Hatta olayın ve metnin önemli anlarından biri olan anlatıcı-çocuğun Yargıç’a yaptığı konuşma da aynı nesnellik içinde gerçekleşiyor, adeta olayın çözümlemesini yapan bir müfettiş, bir dedektif gibi olan biteni anlatıyor. Fazladan trajedi yaratmadığı gibi konuşma esnasında hissettiklerine dair de tek sözcük söylemiyor.

Yargıç’ın bu konuşma sonrası izin isteyip gitmesiyle metnin birinci bölümü sona eriyor, yani olay anlatımı.

Sonrası bu yazıyı ‘deneme’ yapan özelliklere, dil ve anlatıma sahip. Artık anlatıcı-çocuk değildir muhatabımız, yazarın kendisidir. Yazar, yıllar sonra bu olayı anımsıyor ve anlatıyor bize. Bu anıyı çok güzel bir öykü halinde kurgulayabilecek ya da metni çok başka şekillerde sürdürebilecekken yazar yaşadığı bu olayla hayatının sonrasında edindiği kişilik özellikleri ve yaptığı iş olan yazarlık arasında ilişkilendirme yapmayı seçiyor. Son cümlelerde de bize yazıyı yazma amacını ve üzerinde düşünmeyi seçtiği konuyu açıklıyor: “İki insan, iki topluluk ya da yeryüzü ile insan arasında yeniden üretilen bir dil. Şimdi kimi zaman düşünüyorum: Acaba edebiyat denen şey bu mu? Bu konuda bir yazı yazmayı da bu yüzden düşündüm.” Bize aktardığı anısı başka pek çok konuda metaforik bir değer taşısa da Onat Kutlar bunu – belki de bu seferinde- edebiyat ve toplumsal hayatla ilintilendirmeyi seçiyor.

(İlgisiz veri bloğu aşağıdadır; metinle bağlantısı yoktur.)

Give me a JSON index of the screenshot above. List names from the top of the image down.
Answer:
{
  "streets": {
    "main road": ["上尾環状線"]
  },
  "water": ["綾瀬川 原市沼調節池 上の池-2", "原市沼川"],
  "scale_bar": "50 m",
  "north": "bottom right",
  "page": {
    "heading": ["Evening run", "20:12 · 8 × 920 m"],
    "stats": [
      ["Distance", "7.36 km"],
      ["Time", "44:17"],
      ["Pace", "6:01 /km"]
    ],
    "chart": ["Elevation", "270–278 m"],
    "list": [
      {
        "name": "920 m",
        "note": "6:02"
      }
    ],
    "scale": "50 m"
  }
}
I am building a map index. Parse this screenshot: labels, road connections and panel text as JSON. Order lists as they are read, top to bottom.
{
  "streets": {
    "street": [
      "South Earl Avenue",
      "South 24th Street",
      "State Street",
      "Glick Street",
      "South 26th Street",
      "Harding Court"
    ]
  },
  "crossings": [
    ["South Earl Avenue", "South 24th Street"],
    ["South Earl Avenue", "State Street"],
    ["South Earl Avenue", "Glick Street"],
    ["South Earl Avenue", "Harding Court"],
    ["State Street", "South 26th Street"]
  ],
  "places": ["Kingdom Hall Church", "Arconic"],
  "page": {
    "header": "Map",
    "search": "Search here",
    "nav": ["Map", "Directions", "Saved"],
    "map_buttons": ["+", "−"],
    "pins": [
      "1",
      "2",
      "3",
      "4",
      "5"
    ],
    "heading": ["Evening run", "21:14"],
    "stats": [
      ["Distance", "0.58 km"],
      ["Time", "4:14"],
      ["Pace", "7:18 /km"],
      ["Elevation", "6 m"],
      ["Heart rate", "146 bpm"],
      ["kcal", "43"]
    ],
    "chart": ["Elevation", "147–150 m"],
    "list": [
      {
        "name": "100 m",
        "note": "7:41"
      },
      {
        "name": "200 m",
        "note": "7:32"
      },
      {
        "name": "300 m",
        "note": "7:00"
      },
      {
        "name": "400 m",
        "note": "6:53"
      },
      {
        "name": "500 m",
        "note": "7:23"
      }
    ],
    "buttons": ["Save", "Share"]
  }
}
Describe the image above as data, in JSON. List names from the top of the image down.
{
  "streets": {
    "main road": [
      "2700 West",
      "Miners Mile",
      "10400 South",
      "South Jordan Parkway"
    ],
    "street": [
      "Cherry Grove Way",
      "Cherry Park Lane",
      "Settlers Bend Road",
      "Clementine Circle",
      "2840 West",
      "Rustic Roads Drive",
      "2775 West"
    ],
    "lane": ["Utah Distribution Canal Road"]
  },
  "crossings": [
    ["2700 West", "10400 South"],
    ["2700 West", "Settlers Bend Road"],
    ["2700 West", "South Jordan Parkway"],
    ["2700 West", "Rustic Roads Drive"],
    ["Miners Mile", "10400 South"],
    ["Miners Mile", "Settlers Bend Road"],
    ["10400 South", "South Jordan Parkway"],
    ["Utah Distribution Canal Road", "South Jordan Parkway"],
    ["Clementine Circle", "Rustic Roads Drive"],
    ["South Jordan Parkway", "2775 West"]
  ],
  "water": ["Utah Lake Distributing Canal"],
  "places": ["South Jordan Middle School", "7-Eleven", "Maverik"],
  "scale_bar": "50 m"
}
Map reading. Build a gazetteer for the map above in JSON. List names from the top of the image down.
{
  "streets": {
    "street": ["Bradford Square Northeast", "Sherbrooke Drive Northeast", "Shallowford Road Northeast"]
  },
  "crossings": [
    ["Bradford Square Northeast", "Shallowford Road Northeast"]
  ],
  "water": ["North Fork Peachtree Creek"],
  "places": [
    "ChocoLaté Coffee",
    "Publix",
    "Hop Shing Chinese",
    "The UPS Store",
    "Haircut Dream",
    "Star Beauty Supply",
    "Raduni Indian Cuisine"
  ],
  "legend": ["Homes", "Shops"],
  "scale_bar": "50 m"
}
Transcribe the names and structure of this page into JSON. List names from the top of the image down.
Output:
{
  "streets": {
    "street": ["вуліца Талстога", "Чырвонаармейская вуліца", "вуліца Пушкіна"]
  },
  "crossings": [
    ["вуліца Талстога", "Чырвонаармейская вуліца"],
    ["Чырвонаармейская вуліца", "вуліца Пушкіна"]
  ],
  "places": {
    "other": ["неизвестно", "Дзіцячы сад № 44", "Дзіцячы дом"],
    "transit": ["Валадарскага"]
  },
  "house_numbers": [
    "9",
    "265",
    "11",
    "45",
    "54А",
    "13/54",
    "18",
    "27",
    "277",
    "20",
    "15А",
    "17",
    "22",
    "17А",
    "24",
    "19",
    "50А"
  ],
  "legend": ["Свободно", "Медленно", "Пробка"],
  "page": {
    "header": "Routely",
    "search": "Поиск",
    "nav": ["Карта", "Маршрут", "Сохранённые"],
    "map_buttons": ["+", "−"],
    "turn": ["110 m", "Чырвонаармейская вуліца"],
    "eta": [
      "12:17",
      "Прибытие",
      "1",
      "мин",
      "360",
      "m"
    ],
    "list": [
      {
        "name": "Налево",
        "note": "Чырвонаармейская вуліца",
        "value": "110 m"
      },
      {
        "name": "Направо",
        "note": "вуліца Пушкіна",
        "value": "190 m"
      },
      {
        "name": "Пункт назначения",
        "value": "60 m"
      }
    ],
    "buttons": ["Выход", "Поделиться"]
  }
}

Çevirmen’in Üzerine Gitmek

Metnin dilinin sade oluşu, cümlelerin kısa ve anlaşılır olması, betimlemelerin gerektiği ölçüde verilmesi gibi diğer üslup özelliklerine çok fazla değinmeye gerek yok diye düşünüyorum.
Ama metnin anlam boyutunun ve derinliğinin daha iyi anlaşılması gayet de mümkün. Buna ben ‘metnin üzerine gitmek’ diyorum. Her metin ‘üzerine gidilebilecek’ nitelikte olmuyor elbette ama Onat Kutlar’ın metninin bu güçte ve sağlamlıkta olduğunu düşünüyorum.

Olayın başından itibaren insana ürperti veren korku ve gerilim filmlerine benzer sinematografik bir atmosferde buluyoruz kendimizi: Bir yanda zerdali ağacının üstüne konan kuşları vuran bir Yargıç vardır, öte yanda bu katliamı izlemek zorunda kalan, izlemek zorunda olduklarını düşünen bir aile. Sahne Nazi filmlerini de anımsatıyor. Tahakküm gücünü elinde bulunduran bir Komutan’ın emriyle yüzlerce masum insan kurşuna dizilmektedir sanki ve bir bölüm insan da bu katliamı izlemek zorunda bırakılmıştır. Üstelik bir Nazi kampında buna seyirci kalmanız, hayatta kalmak gibi anlaşılır bir gerekçeye sahipken burada, bu derece güçlü bir gerekçe de yoktur. Yalnızca toplumsal nezaket kuralları gereği seyirci kalmak zorunda hissediyorlar kendilerini. Yani serçeleri öldüren Yargıç’a sanki “misafire ayıp olmasın” duygusu ile ses çıkaramıyorlar. Bu, kötülüğe seyirci kalma halinin bu derece zayıf bir gerekçeye, ‘toplumsal nezaket’e dayalı olduğunu anladığımız anda zulmün zayıf temelleri ile de yalın bir biçimde karşı karşıya kalıyoruz. Ve elbette metinle özdeşim kurduğumuzda ve metni hayatla sınadığımızda bunun her daim yürürlükte olan bir gerçeklik olduğunu da ayrımsıyoruz. Gerçek yaşamda da benzer duygularla nice kötülüğe seyirci kalındığını/kaldığımızı fark ediyoruz. Kocaları tarafından dövülen kadınlar için, anneleri tarafından azarlanan çocuklar için, gençler tarafından hor görülen yaşlılar için veya devletin zulmüne maruz kalan insanlar için hiçbir şey yapamamaklığımız da giriyor metne ve sorgulama düzlemimize.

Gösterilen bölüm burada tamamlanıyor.